## Data provided
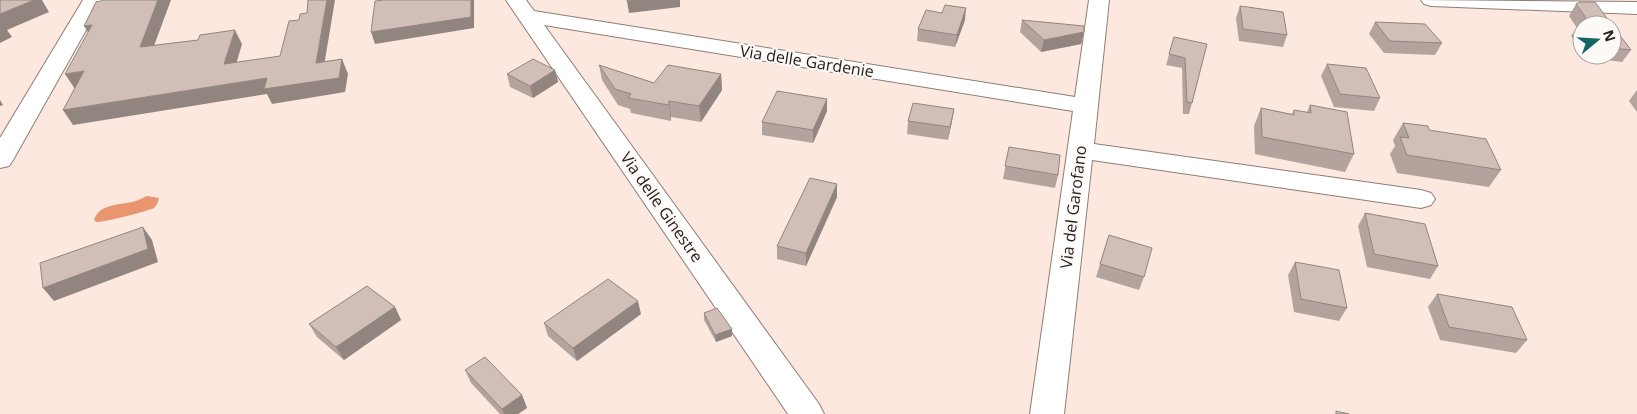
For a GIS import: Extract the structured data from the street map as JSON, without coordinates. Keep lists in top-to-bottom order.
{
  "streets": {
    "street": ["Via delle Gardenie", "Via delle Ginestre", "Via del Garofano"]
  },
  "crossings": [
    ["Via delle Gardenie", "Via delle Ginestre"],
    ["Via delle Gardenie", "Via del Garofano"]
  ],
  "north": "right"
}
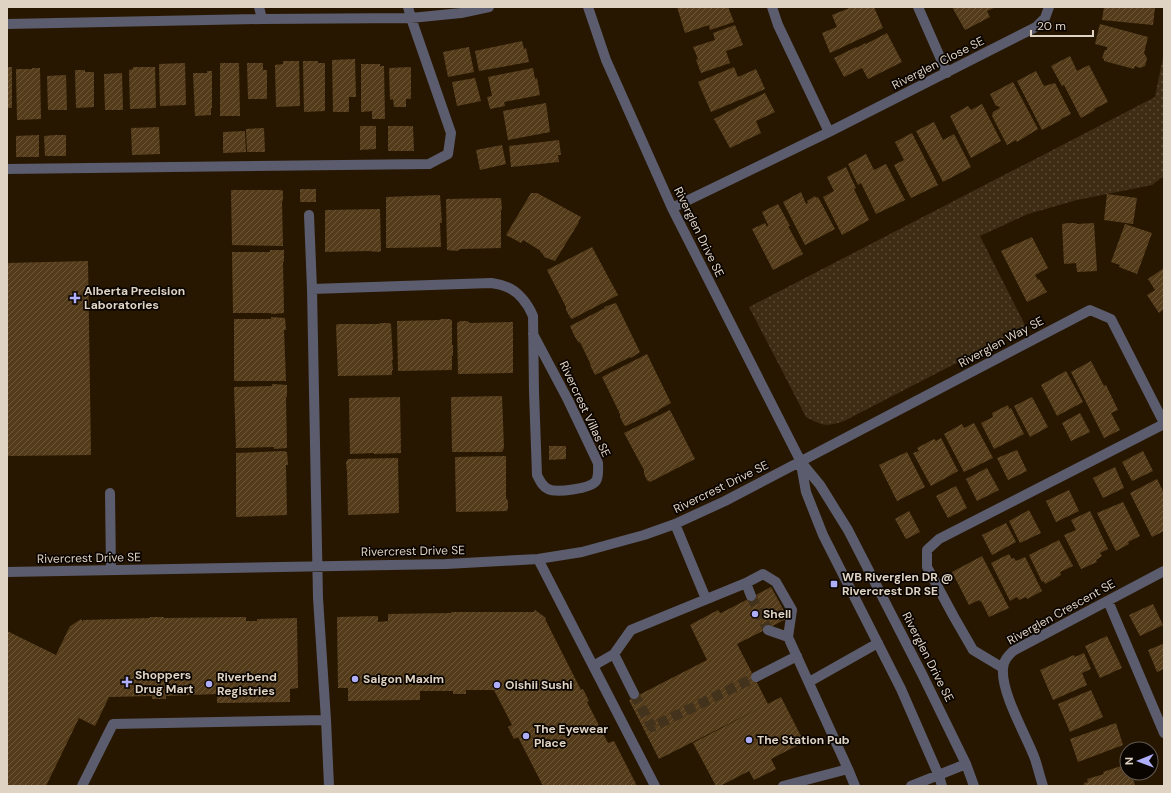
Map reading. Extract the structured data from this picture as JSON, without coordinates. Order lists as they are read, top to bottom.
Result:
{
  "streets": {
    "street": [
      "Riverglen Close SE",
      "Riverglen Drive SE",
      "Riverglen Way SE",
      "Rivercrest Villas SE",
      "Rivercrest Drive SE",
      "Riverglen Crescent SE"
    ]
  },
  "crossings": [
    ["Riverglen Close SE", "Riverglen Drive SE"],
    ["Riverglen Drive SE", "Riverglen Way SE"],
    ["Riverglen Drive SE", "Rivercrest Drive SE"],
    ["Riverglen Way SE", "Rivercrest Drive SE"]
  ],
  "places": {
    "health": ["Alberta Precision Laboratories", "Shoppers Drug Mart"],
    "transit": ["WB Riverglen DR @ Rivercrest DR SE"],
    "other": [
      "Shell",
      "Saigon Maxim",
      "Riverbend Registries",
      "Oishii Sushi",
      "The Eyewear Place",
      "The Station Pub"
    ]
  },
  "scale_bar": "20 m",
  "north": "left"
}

## Required action
Every line above should be reproduced exactly, please, with no pictures included.

## Solution to the exercise
For a GIS import: Extract the structured data from the street map as JSON, without coordinates. Keep lists in top-to-bottom order.
{
  "streets": {
    "street": ["Via delle Gardenie", "Via delle Ginestre", "Via del Garofano"]
  },
  "crossings": [
    ["Via delle Gardenie", "Via delle Ginestre"],
    ["Via delle Gardenie", "Via del Garofano"]
  ],
  "north": "right"
}
Map reading. Extract the structured data from this picture as JSON, without coordinates. Order lists as they are read, top to bottom.
Result:
{
  "streets": {
    "street": [
      "Riverglen Close SE",
      "Riverglen Drive SE",
      "Riverglen Way SE",
      "Rivercrest Villas SE",
      "Rivercrest Drive SE",
      "Riverglen Crescent SE"
    ]
  },
  "crossings": [
    ["Riverglen Close SE", "Riverglen Drive SE"],
    ["Riverglen Drive SE", "Riverglen Way SE"],
    ["Riverglen Drive SE", "Rivercrest Drive SE"],
    ["Riverglen Way SE", "Rivercrest Drive SE"]
  ],
  "places": {
    "health": ["Alberta Precision Laboratories", "Shoppers Drug Mart"],
    "transit": ["WB Riverglen DR @ Rivercrest DR SE"],
    "other": [
      "Shell",
      "Saigon Maxim",
      "Riverbend Registries",
      "Oishii Sushi",
      "The Eyewear Place",
      "The Station Pub"
    ]
  },
  "scale_bar": "20 m",
  "north": "left"
}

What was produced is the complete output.